What is needed. Please copy every line below that contains the string "tabs".

*** Supplied entries ***

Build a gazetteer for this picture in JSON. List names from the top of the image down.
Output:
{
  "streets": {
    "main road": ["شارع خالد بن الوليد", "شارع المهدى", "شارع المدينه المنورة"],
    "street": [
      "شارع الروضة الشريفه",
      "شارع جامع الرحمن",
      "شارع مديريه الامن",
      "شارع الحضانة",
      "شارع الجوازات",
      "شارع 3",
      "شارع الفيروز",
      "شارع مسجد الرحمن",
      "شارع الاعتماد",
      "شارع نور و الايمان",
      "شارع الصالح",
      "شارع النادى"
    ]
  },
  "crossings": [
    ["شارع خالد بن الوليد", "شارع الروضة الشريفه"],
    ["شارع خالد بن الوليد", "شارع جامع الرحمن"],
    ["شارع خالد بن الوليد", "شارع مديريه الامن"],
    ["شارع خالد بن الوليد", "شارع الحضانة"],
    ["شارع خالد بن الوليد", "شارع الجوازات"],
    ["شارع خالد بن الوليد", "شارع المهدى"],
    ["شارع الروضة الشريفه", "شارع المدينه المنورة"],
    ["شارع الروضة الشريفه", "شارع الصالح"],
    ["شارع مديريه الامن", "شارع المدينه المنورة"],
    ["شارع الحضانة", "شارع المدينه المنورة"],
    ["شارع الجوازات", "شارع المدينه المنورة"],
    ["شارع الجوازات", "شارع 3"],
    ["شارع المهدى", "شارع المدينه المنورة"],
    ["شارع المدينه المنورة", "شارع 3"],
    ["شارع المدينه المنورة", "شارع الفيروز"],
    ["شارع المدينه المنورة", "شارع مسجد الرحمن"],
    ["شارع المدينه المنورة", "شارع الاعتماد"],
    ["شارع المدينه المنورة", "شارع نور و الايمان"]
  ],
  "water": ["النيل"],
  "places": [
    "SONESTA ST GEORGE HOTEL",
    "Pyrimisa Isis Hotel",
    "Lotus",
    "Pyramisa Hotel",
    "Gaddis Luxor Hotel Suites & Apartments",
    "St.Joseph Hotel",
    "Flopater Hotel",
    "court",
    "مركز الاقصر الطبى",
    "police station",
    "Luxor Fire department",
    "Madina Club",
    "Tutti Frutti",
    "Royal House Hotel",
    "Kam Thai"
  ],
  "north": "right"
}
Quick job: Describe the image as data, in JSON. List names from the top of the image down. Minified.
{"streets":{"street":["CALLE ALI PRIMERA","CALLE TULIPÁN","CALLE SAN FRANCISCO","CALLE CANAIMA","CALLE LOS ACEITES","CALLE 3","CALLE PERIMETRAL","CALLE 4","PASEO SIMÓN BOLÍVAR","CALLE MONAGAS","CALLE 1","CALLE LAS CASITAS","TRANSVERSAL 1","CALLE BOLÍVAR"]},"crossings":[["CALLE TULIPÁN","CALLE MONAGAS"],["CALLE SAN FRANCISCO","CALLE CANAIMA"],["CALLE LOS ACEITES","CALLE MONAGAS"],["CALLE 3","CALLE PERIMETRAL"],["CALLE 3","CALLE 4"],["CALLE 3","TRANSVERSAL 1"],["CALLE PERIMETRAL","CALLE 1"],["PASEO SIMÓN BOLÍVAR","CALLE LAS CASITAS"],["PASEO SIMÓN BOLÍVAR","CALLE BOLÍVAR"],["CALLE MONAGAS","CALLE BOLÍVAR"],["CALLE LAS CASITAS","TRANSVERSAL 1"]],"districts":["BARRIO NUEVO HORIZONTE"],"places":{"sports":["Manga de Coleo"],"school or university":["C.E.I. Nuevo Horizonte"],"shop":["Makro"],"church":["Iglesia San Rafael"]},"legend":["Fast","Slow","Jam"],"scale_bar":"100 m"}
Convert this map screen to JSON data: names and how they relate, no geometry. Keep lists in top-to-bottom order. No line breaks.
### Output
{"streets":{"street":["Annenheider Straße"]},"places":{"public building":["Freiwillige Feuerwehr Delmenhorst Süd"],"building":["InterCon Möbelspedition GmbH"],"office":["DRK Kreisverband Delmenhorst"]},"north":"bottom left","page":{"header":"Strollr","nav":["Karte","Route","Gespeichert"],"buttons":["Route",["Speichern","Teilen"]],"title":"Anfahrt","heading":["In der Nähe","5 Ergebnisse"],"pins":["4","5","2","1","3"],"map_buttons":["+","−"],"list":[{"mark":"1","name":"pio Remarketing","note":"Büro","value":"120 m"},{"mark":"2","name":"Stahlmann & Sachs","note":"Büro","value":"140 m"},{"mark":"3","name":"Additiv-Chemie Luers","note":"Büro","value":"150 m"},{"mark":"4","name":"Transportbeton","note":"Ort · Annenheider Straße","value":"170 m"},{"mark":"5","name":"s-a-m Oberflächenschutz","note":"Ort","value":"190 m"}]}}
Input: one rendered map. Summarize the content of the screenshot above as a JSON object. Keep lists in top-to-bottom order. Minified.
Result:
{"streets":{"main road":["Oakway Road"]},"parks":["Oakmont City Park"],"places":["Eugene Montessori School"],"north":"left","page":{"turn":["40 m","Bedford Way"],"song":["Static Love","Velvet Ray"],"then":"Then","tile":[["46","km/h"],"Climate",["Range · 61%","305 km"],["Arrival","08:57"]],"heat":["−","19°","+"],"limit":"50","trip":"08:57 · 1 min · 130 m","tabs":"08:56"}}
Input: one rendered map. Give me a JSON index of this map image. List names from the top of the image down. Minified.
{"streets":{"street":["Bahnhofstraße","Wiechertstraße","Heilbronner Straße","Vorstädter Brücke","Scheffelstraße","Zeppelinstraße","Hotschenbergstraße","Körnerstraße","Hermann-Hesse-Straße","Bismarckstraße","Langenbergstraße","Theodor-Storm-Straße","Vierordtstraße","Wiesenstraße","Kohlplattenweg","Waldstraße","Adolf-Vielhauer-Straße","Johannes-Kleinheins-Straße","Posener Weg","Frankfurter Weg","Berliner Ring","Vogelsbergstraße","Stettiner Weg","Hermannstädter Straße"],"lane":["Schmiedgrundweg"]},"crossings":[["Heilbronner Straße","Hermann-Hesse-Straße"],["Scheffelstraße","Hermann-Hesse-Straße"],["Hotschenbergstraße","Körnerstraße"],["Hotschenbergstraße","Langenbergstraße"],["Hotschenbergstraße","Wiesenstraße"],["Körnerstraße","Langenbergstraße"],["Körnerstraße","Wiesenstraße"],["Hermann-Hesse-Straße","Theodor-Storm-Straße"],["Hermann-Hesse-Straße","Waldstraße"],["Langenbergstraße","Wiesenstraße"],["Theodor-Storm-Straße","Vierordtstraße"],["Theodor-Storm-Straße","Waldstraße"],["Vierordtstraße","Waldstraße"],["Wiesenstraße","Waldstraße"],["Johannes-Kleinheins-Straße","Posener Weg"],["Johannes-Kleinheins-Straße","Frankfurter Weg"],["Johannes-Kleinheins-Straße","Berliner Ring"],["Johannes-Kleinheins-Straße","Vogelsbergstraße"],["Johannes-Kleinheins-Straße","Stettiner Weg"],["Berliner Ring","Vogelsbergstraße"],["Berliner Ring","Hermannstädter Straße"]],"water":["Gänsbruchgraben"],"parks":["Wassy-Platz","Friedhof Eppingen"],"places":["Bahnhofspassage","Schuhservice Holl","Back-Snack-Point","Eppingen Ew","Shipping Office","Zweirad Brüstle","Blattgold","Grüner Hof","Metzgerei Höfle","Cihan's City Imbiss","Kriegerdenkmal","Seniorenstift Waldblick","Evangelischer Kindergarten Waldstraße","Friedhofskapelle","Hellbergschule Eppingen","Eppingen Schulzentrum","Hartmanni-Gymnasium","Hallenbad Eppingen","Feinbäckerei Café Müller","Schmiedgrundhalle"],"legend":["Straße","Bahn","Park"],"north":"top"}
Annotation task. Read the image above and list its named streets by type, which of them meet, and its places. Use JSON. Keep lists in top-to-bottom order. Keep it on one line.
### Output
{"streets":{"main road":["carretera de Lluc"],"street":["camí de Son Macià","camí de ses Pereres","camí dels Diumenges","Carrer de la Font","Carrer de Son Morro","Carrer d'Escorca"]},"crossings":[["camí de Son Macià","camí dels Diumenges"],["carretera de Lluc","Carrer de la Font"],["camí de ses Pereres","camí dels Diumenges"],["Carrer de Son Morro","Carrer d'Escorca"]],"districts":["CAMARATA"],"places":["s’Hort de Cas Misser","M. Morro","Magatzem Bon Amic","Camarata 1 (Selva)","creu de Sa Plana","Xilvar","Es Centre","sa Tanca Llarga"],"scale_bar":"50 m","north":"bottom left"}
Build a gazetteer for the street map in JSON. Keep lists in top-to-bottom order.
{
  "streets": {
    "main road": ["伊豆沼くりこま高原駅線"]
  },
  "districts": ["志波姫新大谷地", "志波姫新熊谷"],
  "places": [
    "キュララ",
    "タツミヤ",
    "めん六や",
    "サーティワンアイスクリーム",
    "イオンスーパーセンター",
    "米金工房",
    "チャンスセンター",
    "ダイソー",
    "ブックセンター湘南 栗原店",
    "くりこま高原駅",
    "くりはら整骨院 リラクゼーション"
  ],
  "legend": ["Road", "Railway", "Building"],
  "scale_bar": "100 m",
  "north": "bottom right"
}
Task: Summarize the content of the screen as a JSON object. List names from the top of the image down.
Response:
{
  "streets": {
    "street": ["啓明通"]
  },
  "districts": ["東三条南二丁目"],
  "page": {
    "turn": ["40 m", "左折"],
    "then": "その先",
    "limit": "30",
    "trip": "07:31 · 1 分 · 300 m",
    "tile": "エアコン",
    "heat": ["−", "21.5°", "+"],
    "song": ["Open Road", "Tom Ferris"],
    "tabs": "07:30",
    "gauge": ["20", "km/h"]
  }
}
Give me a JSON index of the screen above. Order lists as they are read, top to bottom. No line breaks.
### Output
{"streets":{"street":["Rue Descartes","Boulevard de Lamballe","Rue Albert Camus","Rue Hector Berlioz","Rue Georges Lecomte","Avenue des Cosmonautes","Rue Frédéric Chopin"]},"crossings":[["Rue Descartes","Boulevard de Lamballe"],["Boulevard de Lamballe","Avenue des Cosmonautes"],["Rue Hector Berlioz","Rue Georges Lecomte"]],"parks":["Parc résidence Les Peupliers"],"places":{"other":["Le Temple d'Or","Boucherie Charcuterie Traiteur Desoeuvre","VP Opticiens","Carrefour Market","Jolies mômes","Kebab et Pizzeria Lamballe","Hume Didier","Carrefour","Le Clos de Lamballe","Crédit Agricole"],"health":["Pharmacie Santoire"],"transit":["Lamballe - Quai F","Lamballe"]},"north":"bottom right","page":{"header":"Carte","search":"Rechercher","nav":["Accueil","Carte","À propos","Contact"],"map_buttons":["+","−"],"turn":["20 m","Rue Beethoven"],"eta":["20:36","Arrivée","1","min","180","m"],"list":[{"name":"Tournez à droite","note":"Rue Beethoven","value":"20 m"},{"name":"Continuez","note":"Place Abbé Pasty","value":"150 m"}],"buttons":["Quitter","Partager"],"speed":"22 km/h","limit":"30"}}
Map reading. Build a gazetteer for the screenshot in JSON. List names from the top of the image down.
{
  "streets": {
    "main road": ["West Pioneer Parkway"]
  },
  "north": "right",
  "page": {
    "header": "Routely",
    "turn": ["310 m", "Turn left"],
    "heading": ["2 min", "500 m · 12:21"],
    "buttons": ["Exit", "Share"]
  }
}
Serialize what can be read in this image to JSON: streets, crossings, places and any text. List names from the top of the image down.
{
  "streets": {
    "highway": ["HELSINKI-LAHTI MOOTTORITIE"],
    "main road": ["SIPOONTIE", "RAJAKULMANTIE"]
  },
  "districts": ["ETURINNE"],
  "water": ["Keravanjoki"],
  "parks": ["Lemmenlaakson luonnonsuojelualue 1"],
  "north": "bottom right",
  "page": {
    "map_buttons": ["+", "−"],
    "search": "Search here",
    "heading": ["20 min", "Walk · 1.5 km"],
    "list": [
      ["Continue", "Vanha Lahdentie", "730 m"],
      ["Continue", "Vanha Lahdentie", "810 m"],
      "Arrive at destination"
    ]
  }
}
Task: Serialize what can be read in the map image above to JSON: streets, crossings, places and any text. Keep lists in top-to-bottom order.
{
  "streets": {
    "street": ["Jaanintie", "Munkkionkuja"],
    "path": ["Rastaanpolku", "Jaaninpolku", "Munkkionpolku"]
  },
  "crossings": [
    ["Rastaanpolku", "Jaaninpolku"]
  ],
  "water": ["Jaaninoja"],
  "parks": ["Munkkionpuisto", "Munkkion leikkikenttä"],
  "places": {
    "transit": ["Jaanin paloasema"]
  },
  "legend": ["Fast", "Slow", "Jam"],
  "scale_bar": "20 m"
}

***

Output for this exercise.
{"streets":{"main road":["Oakway Road"]},"parks":["Oakmont City Park"],"places":["Eugene Montessori School"],"north":"left","page":{"turn":["40 m","Bedford Way"],"song":["Static Love","Velvet Ray"],"then":"Then","tile":[["46","km/h"],"Climate",["Range · 61%","305 km"],["Arrival","08:57"]],"heat":["−","19°","+"],"limit":"50","trip":"08:57 · 1 min · 130 m","tabs":"08:56"}}
    "tabs": "07:30",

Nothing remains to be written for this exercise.